Up, Up To the Skies

I sat down to write but Pete was watching Tina Nordström make a perch and sausage soup on PBS’ Perfect Day. Nordström was so light and charming and pronounced kayak as one hard syllable, and next thing I knew it was twenty minutes later. She was on New Scandinavian Cooking, where she was simply fabulous. Once, she cheerfully cooked moose stew in the ice hotel. While I couldn’t relate, culturally, I gave her a lot of credit for having confidence the roof wouldn’t cave in.

Months ago, my favorite Asian market closed to move to the next town. Signs in the windows at the new location said Coming Soon! as it got later and later. I felt positively stricken. When Pete decided to try a gluten-free diet, I mentally scanned the shelves at the Asian market and pouted. As Grandma used to growl, “Tempis was fugiting.” Today, we saw balloons and carts outside the store, grabbed a cart and made a break for the door.

It was heavenly. The building itself was about the same size as the old one, but cleaner, brighter and much, much better organized. The produce section made sense and lacked that this is what you get, goddammit ambience that made shopping the old produce aisles an act of defiance.
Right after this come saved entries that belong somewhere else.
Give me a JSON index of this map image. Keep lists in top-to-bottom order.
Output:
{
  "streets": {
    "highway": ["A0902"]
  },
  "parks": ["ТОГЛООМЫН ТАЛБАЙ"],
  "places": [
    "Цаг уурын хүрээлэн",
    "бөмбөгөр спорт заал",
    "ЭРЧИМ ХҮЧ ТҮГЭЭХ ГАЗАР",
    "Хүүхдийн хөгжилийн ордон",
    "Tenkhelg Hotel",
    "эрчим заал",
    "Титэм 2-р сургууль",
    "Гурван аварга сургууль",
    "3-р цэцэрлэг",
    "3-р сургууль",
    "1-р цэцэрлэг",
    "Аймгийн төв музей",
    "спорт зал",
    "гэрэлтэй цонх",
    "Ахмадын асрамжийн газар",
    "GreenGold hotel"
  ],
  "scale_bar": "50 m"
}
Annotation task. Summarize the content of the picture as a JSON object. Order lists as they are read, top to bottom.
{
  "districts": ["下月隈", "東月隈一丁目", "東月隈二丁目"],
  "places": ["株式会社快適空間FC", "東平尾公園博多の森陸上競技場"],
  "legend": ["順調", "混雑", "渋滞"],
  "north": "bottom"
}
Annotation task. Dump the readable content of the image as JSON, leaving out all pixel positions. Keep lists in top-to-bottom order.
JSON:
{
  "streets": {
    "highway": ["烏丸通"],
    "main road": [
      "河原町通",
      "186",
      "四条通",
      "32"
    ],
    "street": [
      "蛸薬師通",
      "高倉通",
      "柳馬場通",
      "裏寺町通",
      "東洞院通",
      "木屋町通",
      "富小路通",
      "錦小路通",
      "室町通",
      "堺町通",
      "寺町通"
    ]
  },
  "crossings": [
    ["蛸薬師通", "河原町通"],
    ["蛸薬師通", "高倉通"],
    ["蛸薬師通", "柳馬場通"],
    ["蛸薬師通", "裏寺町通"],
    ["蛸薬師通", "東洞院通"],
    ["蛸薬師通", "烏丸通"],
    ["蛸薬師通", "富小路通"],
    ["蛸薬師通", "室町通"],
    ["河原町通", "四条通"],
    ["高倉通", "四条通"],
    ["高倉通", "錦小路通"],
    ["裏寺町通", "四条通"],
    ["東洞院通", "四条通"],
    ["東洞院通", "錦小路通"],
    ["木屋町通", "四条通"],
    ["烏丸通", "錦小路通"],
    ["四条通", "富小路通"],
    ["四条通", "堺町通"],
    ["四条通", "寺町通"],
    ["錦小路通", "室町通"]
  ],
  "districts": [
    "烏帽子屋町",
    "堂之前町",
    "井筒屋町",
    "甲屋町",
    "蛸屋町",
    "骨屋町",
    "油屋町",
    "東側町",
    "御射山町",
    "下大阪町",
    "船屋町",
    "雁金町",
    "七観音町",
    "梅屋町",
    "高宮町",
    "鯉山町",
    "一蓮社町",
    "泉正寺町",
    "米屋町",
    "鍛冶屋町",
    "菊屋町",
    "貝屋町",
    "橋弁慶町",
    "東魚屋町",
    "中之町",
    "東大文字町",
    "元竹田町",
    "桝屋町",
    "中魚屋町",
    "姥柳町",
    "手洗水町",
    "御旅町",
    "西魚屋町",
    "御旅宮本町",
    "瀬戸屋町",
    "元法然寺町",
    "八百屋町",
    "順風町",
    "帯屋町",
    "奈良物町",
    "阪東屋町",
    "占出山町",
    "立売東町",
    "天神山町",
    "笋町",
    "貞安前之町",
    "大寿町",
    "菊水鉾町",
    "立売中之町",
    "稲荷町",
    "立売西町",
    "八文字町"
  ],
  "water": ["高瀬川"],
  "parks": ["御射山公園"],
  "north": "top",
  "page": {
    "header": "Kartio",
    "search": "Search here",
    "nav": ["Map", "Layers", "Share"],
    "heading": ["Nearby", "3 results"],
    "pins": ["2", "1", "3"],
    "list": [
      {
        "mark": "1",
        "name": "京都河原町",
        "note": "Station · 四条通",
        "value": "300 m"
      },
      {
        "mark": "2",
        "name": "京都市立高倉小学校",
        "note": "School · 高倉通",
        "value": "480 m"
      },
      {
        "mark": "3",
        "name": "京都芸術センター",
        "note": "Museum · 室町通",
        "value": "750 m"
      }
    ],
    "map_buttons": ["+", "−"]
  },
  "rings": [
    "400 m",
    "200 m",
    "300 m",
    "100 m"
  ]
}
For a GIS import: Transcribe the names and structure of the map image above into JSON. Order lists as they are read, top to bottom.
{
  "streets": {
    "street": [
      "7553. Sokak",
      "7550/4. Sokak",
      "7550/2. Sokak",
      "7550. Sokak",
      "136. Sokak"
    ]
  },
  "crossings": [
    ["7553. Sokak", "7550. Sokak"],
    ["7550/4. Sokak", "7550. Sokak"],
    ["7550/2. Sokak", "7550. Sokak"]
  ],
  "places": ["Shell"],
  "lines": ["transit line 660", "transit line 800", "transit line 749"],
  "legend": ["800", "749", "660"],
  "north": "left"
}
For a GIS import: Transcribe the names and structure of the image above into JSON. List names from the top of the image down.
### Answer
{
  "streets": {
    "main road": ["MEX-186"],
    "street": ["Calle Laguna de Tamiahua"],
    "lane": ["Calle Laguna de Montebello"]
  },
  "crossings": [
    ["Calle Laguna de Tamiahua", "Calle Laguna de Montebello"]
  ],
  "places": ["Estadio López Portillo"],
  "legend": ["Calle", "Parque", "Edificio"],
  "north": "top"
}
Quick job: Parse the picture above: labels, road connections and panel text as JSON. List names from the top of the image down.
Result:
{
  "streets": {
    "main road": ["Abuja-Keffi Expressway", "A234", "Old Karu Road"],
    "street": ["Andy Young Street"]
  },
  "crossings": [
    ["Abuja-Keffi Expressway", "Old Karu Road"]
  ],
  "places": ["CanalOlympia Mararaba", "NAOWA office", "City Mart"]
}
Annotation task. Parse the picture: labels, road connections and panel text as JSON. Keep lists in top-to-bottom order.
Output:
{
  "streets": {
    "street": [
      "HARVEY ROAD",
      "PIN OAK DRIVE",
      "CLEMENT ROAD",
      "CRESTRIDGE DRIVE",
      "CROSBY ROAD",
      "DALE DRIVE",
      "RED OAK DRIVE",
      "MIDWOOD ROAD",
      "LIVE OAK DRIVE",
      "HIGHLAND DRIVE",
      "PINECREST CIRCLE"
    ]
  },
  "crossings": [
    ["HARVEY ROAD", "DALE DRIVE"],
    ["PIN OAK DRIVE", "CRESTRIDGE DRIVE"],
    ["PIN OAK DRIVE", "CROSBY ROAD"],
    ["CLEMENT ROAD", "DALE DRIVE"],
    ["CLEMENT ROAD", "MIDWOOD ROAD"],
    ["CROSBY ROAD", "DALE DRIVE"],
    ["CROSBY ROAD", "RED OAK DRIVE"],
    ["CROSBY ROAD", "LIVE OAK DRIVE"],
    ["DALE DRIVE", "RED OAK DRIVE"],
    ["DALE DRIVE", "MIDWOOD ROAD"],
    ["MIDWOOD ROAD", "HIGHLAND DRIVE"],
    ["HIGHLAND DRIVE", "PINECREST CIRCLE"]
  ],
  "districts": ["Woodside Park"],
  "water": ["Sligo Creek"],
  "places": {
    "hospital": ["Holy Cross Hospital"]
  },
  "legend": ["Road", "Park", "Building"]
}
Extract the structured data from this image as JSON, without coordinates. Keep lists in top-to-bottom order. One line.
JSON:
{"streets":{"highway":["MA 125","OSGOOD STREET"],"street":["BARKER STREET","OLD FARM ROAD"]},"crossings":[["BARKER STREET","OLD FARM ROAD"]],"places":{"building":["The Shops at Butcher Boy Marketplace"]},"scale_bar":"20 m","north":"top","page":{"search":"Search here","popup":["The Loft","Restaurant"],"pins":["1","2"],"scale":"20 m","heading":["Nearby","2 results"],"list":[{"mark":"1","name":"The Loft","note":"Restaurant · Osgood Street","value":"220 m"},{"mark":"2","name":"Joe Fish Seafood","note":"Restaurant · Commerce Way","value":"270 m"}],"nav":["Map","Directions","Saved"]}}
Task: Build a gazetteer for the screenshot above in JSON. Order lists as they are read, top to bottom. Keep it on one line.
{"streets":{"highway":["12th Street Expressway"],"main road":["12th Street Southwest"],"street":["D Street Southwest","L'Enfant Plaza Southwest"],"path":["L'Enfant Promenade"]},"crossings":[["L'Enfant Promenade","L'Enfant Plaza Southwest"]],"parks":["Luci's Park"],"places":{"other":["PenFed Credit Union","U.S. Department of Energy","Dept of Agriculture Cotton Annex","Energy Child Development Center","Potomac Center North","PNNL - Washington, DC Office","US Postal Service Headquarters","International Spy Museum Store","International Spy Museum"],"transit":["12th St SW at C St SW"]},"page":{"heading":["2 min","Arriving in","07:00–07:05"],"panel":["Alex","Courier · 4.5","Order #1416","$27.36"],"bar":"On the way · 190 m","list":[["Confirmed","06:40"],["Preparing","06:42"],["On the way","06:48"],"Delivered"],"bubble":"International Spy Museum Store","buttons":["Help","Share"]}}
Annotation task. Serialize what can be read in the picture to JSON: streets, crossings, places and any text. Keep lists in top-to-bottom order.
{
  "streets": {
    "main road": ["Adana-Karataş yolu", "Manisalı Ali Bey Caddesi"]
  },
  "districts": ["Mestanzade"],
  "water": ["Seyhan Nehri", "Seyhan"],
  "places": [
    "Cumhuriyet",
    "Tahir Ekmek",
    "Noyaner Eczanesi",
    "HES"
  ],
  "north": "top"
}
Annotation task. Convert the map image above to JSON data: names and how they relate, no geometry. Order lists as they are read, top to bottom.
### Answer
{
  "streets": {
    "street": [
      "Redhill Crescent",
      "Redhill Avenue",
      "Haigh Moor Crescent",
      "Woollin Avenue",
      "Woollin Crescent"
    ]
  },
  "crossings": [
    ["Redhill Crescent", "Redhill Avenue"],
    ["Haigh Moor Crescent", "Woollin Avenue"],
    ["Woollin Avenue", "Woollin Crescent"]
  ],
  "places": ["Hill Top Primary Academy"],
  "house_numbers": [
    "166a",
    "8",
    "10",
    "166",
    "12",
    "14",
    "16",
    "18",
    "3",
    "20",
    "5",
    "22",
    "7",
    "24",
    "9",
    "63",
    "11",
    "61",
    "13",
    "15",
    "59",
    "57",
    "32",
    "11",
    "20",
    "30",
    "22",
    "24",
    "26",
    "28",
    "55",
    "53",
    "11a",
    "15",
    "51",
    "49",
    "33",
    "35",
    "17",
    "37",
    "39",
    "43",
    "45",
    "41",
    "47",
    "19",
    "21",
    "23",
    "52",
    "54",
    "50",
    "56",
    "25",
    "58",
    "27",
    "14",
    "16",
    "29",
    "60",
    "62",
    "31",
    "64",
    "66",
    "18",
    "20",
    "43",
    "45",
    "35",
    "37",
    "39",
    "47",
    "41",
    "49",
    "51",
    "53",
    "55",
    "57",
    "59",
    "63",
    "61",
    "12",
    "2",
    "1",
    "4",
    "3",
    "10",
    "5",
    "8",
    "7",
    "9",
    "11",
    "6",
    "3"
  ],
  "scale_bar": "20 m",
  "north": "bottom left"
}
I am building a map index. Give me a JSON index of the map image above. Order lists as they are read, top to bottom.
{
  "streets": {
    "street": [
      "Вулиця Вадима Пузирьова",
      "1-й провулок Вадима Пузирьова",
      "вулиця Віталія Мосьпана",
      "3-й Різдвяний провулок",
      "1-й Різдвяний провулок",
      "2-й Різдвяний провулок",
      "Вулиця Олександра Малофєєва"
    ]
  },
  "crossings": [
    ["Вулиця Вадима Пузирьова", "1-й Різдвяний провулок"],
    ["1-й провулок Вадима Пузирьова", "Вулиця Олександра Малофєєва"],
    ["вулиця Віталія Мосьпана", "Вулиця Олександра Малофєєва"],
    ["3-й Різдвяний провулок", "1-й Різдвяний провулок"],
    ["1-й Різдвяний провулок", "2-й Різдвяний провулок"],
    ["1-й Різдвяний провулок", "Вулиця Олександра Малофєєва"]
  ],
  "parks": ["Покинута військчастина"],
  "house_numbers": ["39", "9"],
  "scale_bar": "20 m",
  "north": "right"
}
One whole aisle is stocked floor to ceiling with rice varieties, and another offers a truly luxurious selection of noodles. The placement of the freezer cases close to the bakery counter made it impossible to examine about one-quarter of the frozen foods. I didn’t have to get to that corner to know there were still too few vegetarian dimsum to choose from, and the kind I love wasn’t in the case. Even so, the selection of shumai was exciting. I wanted to look at everything. Seeing the small percentage of items I did made me want to lie down for an hour. Being happy is exhausting! I knew that, but now I’m tired and have cellophane noodles.

In the car again, I sighed a few times.

Tata: I’m so relieved. I felt like I was cooking around holes in my grocery list.
Pete: Me, too.
Tata: No banana leaves.
Pete: Two different kinds of ducks!

Yup. Still no moose.

Everywhere My Mind Describes Them To

Pete: Whatcha doin’?
Tata: Coping with anxiety through dried fruit.
Pete: Think you’ll calm down when the fridge is full?
Tata: I think that’s the time to buy a second fridge.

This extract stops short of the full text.